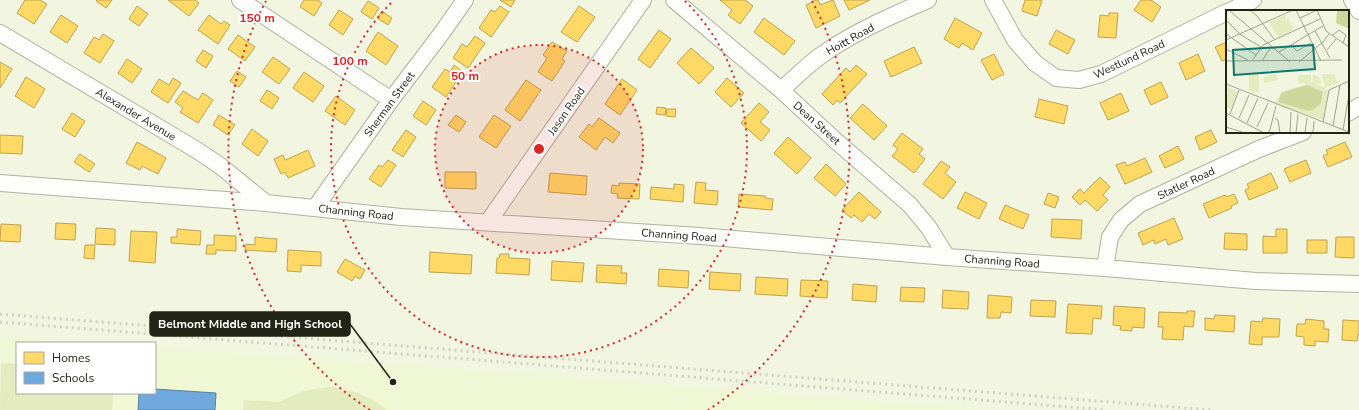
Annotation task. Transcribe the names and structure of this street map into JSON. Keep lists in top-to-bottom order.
{
  "streets": {
    "street": [
      "Hoitt Road",
      "Westlund Road",
      "Sherman Street",
      "Jason Road",
      "Alexander Avenue",
      "Dean Street",
      "Statler Road",
      "Channing Road"
    ]
  },
  "crossings": [
    ["Hoitt Road", "Dean Street"],
    ["Sherman Street", "Channing Road"],
    ["Jason Road", "Channing Road"],
    ["Alexander Avenue", "Channing Road"],
    ["Dean Street", "Channing Road"],
    ["Statler Road", "Channing Road"]
  ],
  "places": ["Belmont Middle and High School"],
  "legend": ["Homes", "Schools"],
  "rings": ["150 m", "100 m", "50 m"]
}
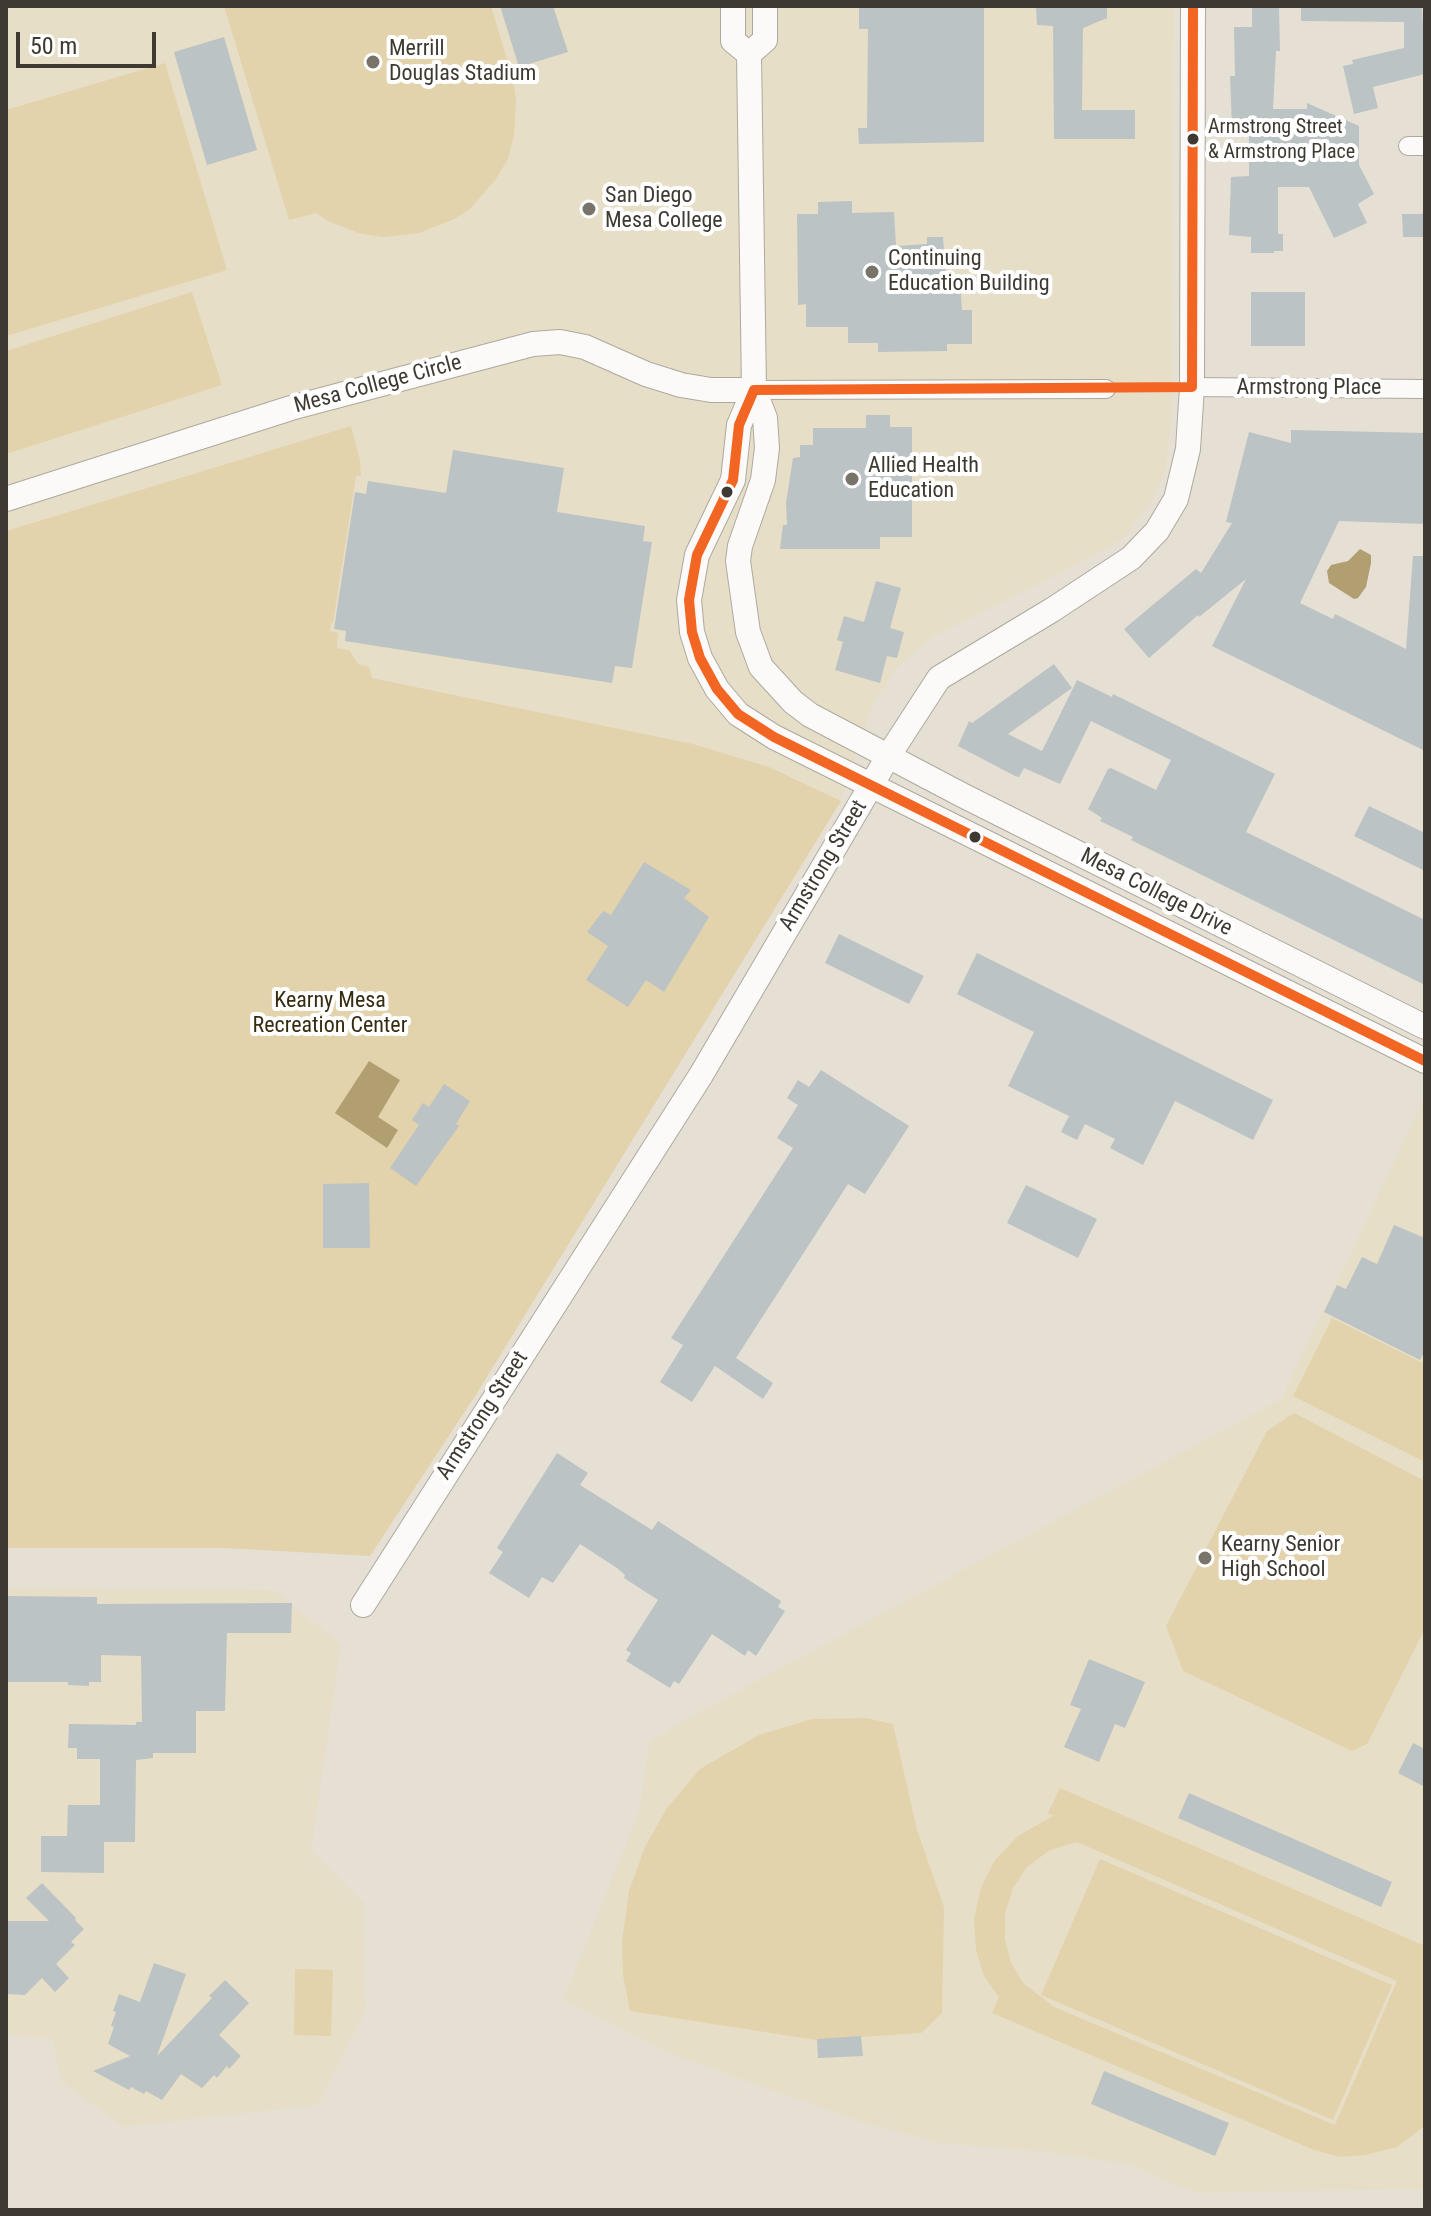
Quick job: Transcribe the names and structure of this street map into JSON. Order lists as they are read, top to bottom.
{
  "streets": {
    "street": [
      "Mesa College Circle",
      "Armstrong Place",
      "Armstrong Street",
      "Mesa College Drive"
    ]
  },
  "crossings": [
    ["Armstrong Place", "Armstrong Street"],
    ["Armstrong Street", "Mesa College Drive"]
  ],
  "parks": ["Kearny Mesa Recreation Center"],
  "places": [
    "Merrill Douglas Stadium",
    "Armstrong Street & Armstrong Place",
    "San Diego Mesa College",
    "Continuing Education Building",
    "Allied Health Education",
    "Kearny Senior High School"
  ],
  "scale_bar": "50 m"
}
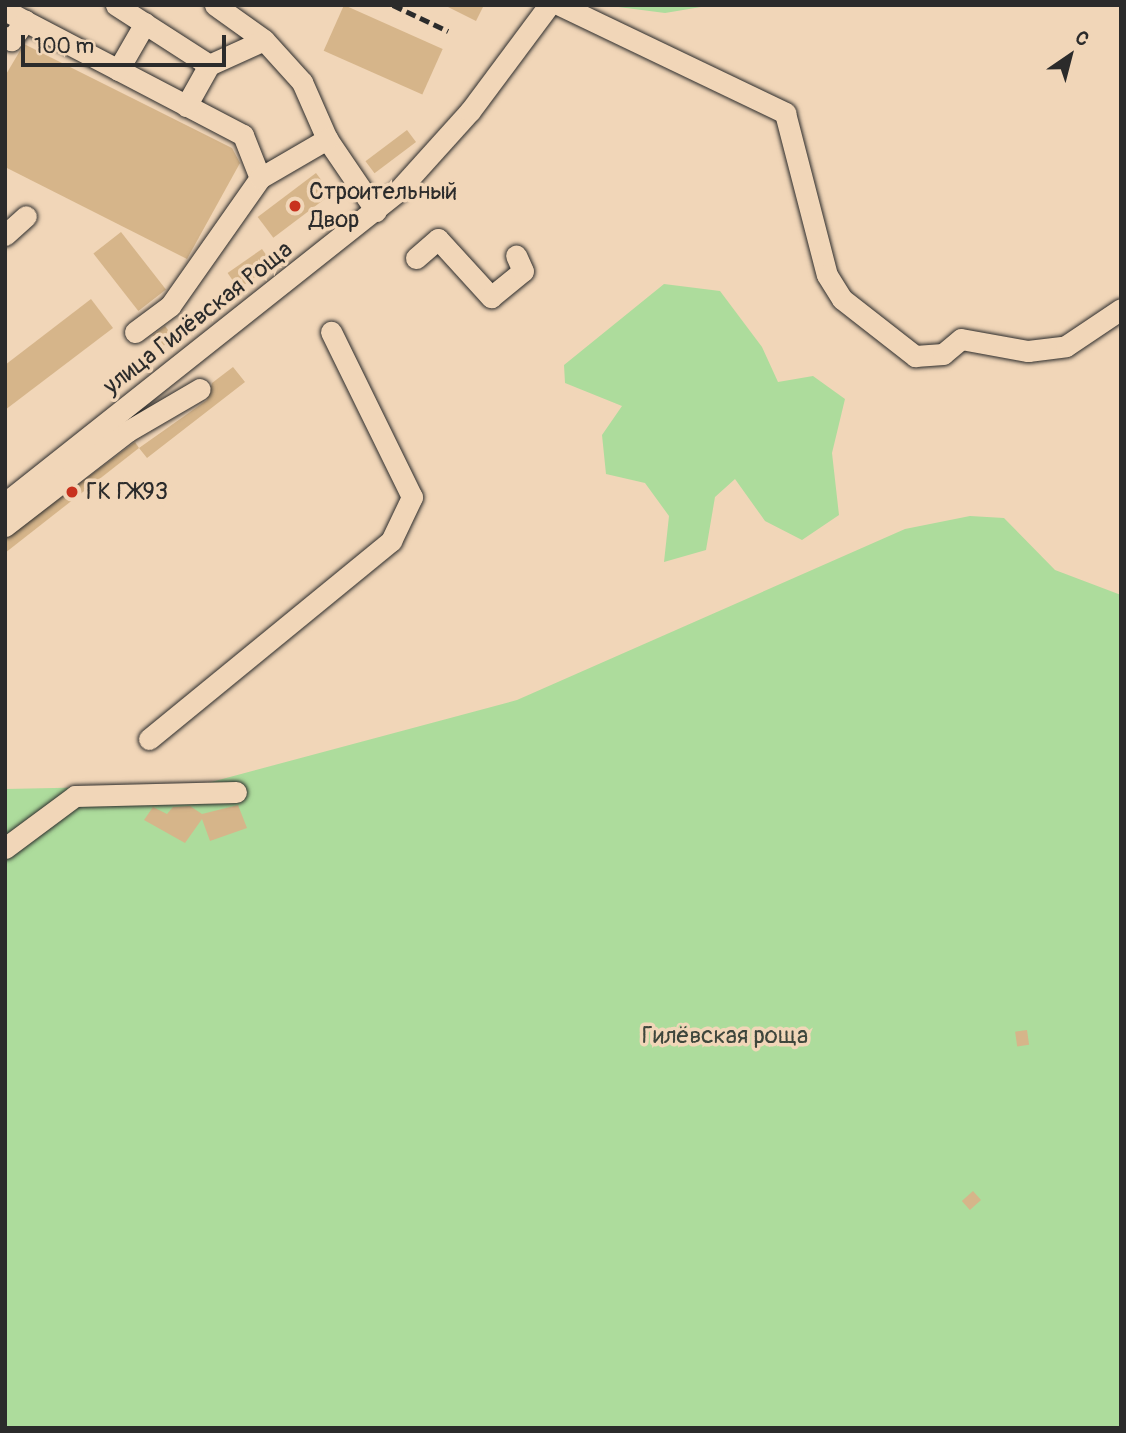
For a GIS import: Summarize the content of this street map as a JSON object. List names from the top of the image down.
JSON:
{
  "streets": {
    "street": ["улица Гилёвская Роща"]
  },
  "parks": ["Гилёвская роща"],
  "places": ["Строительный Двор", "ГК ГЖ93"],
  "scale_bar": "100 m",
  "north": "top right"
}
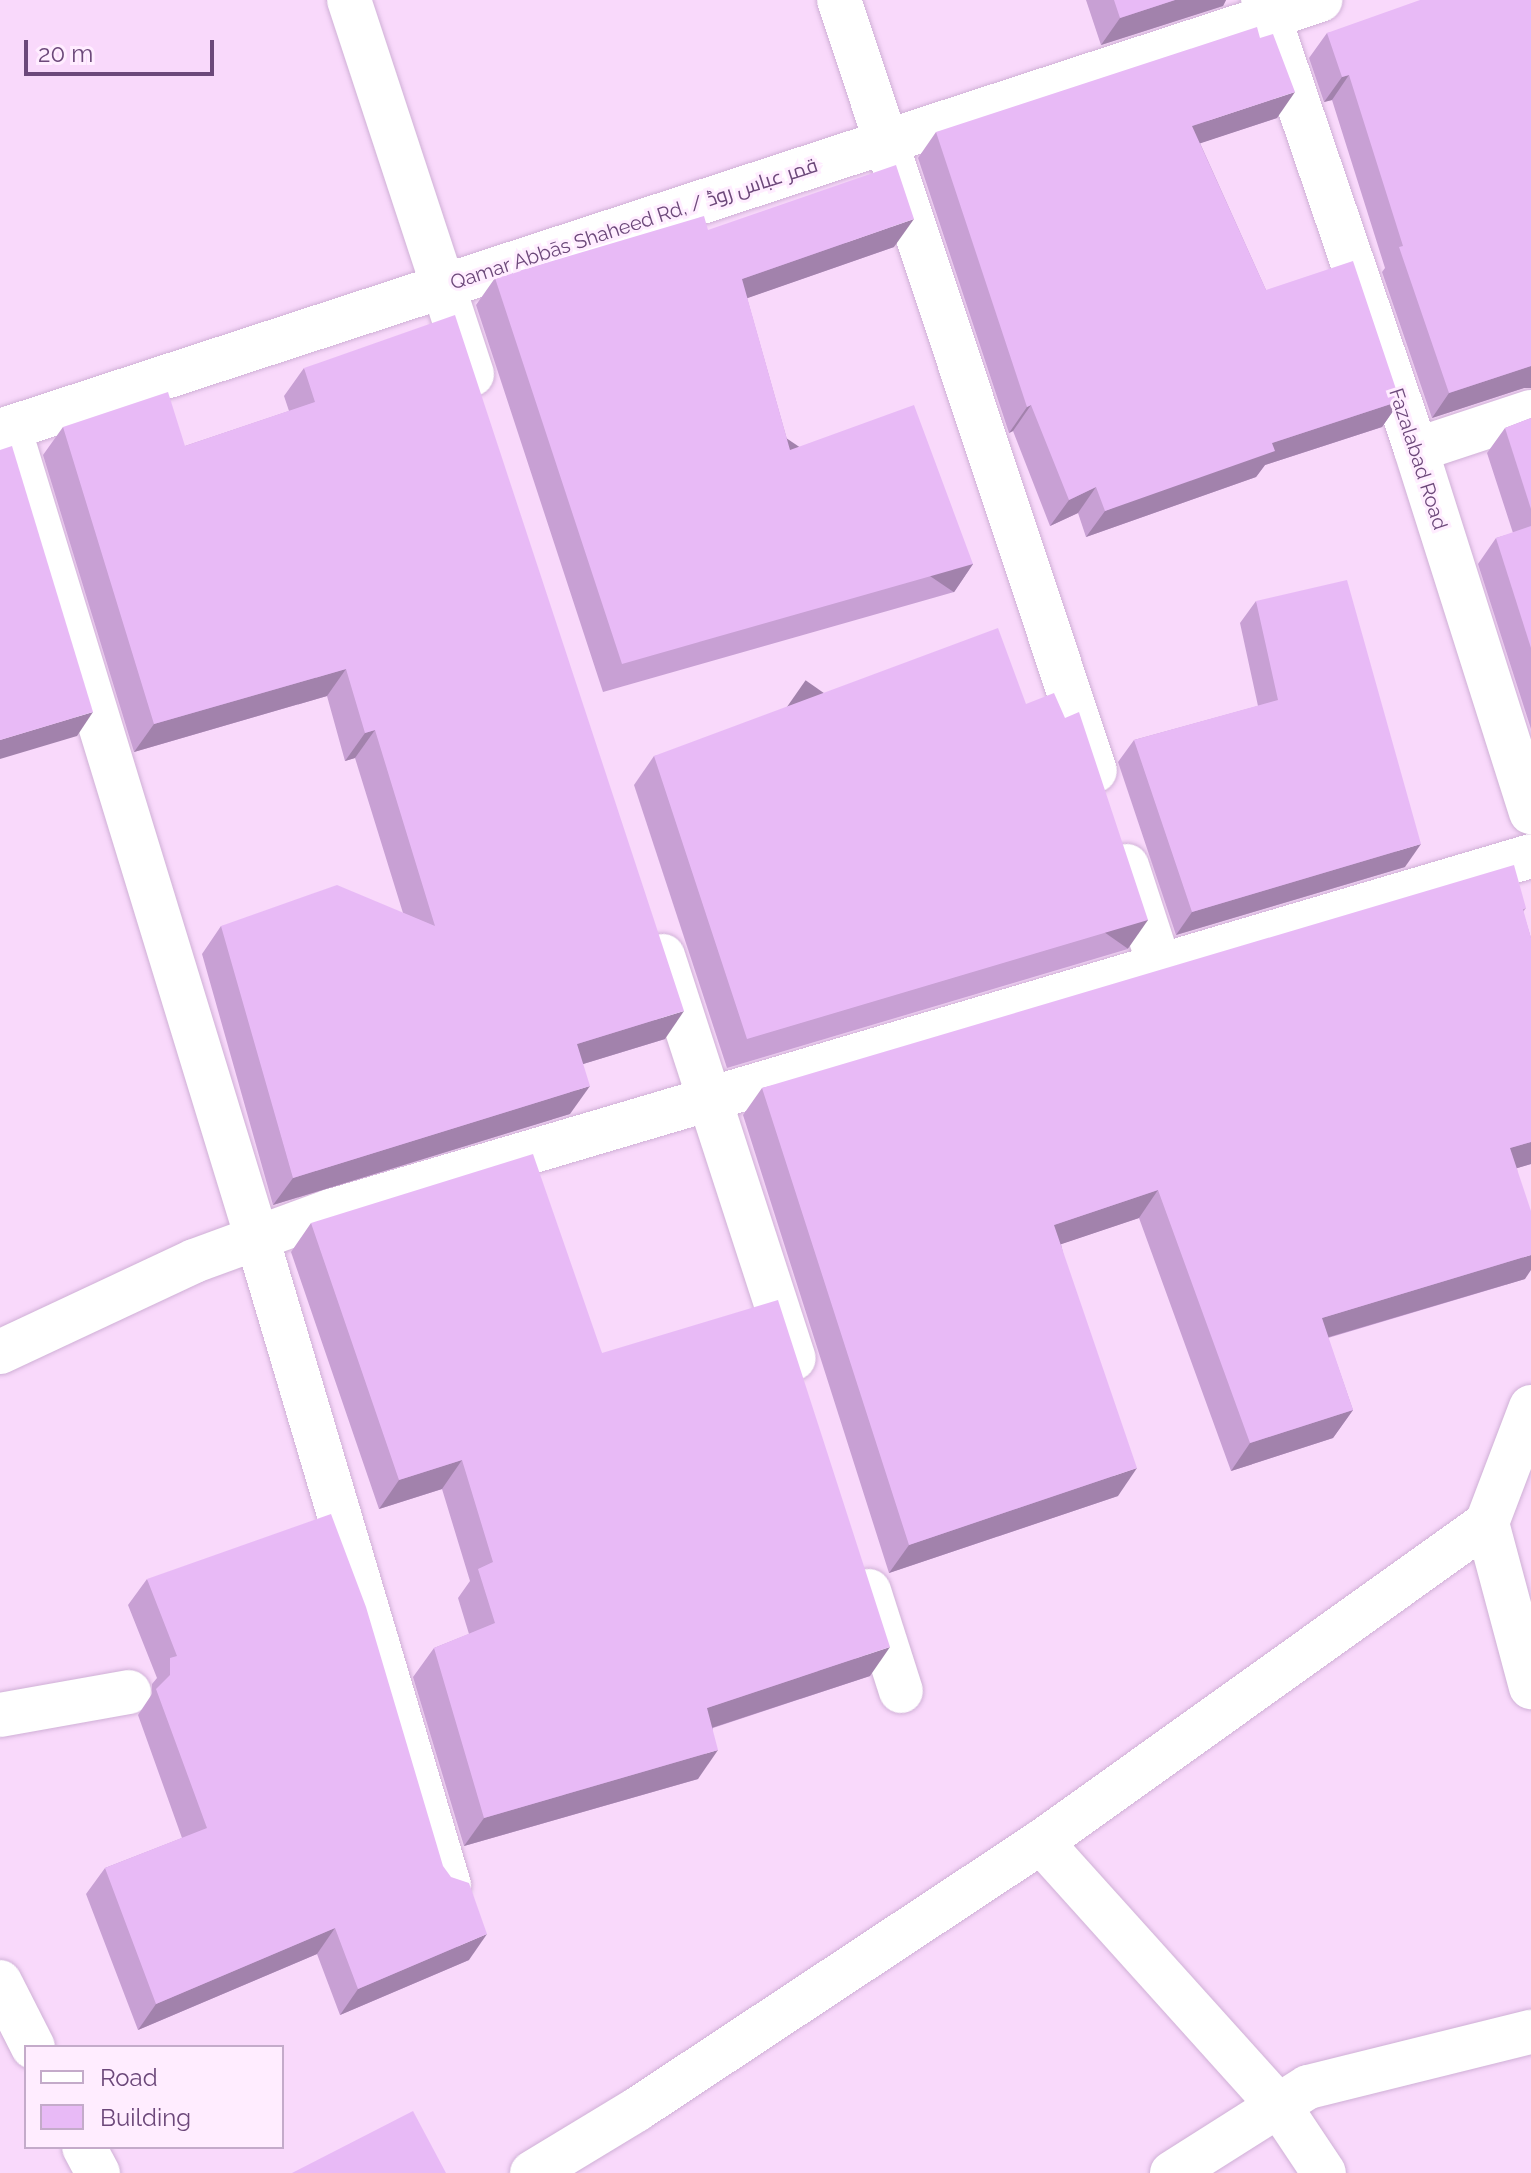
□ □ □ □ □
**WHAT THE TASK REQUIRES:** What you return must match the records letter for letter, except that the pictures stay out.

**SOLUTION FOR THIS TASK:**
Annotation task. Transcribe the names and structure of this street map into JSON. Keep lists in top-to-bottom order.
{
  "streets": {
    "street": [
      "Hoitt Road",
      "Westlund Road",
      "Sherman Street",
      "Jason Road",
      "Alexander Avenue",
      "Dean Street",
      "Statler Road",
      "Channing Road"
    ]
  },
  "crossings": [
    ["Hoitt Road", "Dean Street"],
    ["Sherman Street", "Channing Road"],
    ["Jason Road", "Channing Road"],
    ["Alexander Avenue", "Channing Road"],
    ["Dean Street", "Channing Road"],
    ["Statler Road", "Channing Road"]
  ],
  "places": ["Belmont Middle and High School"],
  "legend": ["Homes", "Schools"],
  "rings": ["150 m", "100 m", "50 m"]
}
Quick job: Transcribe the names and structure of this street map into JSON. Order lists as they are read, top to bottom.
{
  "streets": {
    "street": [
      "Mesa College Circle",
      "Armstrong Place",
      "Armstrong Street",
      "Mesa College Drive"
    ]
  },
  "crossings": [
    ["Armstrong Place", "Armstrong Street"],
    ["Armstrong Street", "Mesa College Drive"]
  ],
  "parks": ["Kearny Mesa Recreation Center"],
  "places": [
    "Merrill Douglas Stadium",
    "Armstrong Street & Armstrong Place",
    "San Diego Mesa College",
    "Continuing Education Building",
    "Allied Health Education",
    "Kearny Senior High School"
  ],
  "scale_bar": "50 m"
}
For a GIS import: Summarize the content of this street map as a JSON object. List names from the top of the image down.
JSON:
{
  "streets": {
    "street": ["улица Гилёвская Роща"]
  },
  "parks": ["Гилёвская роща"],
  "places": ["Строительный Двор", "ГК ГЖ93"],
  "scale_bar": "100 m",
  "north": "top right"
}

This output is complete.